- **Work order**: Report every line in the listing below where the string "JSON" shows up.

*** Opening Information provided ***

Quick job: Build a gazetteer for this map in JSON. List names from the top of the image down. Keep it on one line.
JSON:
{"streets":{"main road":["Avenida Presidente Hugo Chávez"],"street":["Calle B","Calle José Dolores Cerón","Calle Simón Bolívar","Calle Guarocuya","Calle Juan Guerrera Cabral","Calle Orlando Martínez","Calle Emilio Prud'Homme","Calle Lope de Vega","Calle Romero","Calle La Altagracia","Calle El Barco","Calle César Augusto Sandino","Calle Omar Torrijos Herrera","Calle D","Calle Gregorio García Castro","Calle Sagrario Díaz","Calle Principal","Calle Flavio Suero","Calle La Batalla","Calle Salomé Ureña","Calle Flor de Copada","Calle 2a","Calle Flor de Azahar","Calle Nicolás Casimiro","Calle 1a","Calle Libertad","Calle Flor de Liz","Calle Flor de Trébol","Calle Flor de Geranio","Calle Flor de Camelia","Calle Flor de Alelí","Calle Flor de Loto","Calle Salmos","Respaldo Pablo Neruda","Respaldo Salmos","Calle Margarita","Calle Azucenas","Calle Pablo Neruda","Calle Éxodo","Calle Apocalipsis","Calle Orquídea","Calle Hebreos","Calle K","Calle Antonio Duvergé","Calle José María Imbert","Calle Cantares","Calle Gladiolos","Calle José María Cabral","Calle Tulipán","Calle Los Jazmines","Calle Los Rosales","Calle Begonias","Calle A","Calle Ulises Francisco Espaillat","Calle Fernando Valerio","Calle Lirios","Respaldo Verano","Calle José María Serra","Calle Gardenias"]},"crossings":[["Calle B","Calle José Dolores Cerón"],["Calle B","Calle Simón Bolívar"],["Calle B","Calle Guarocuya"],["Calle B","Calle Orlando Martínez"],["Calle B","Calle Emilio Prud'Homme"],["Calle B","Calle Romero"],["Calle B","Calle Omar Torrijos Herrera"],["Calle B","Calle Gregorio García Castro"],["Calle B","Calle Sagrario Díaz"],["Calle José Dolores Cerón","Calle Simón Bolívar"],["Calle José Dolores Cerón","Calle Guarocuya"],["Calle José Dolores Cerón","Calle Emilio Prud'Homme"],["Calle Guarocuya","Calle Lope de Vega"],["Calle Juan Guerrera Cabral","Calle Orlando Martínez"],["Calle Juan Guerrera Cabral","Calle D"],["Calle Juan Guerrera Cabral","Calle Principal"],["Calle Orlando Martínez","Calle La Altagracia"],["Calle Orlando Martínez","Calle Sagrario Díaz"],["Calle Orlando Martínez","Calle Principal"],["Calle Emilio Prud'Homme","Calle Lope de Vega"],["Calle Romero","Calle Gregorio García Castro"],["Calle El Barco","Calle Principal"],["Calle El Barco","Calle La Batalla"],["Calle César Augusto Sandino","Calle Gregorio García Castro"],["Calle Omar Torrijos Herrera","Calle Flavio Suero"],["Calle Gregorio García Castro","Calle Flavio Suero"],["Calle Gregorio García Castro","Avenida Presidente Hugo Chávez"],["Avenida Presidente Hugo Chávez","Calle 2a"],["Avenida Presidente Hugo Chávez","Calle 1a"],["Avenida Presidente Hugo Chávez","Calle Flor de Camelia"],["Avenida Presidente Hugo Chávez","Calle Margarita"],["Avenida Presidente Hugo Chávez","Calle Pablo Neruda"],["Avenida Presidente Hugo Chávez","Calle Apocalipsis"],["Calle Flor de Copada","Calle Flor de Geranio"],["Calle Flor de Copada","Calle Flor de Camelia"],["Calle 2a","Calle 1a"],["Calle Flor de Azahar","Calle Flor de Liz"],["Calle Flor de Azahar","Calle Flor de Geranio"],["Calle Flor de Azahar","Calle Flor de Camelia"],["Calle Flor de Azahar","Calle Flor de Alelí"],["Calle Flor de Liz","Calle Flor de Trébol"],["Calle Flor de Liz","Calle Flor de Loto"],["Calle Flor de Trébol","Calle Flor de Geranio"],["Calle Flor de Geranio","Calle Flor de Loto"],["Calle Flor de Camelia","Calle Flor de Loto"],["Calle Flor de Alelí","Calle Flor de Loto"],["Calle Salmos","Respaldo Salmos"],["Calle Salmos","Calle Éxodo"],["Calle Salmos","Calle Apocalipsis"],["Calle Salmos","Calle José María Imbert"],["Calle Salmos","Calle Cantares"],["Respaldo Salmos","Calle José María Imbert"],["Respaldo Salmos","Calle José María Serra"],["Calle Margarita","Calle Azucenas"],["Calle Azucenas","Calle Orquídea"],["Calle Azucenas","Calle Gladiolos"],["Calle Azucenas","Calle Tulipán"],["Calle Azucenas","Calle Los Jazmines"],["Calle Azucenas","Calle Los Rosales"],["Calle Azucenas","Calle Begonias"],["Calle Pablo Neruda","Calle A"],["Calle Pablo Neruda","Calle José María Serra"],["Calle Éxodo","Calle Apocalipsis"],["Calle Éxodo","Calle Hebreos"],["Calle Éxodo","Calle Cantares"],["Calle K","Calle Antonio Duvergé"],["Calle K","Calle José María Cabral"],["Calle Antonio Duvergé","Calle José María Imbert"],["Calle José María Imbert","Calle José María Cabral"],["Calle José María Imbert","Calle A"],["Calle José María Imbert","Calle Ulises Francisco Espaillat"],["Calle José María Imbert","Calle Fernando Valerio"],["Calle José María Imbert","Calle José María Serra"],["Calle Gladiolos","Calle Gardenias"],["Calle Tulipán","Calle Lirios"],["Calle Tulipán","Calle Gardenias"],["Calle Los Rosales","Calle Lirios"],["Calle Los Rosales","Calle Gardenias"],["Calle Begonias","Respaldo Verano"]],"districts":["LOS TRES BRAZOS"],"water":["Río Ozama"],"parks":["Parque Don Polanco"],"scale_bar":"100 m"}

*** Closing Information provided ***

- **Exercise result**:
Quick job: Build a gazetteer for this map in JSON. List names from the top of the image down. Keep it on one line.
JSON:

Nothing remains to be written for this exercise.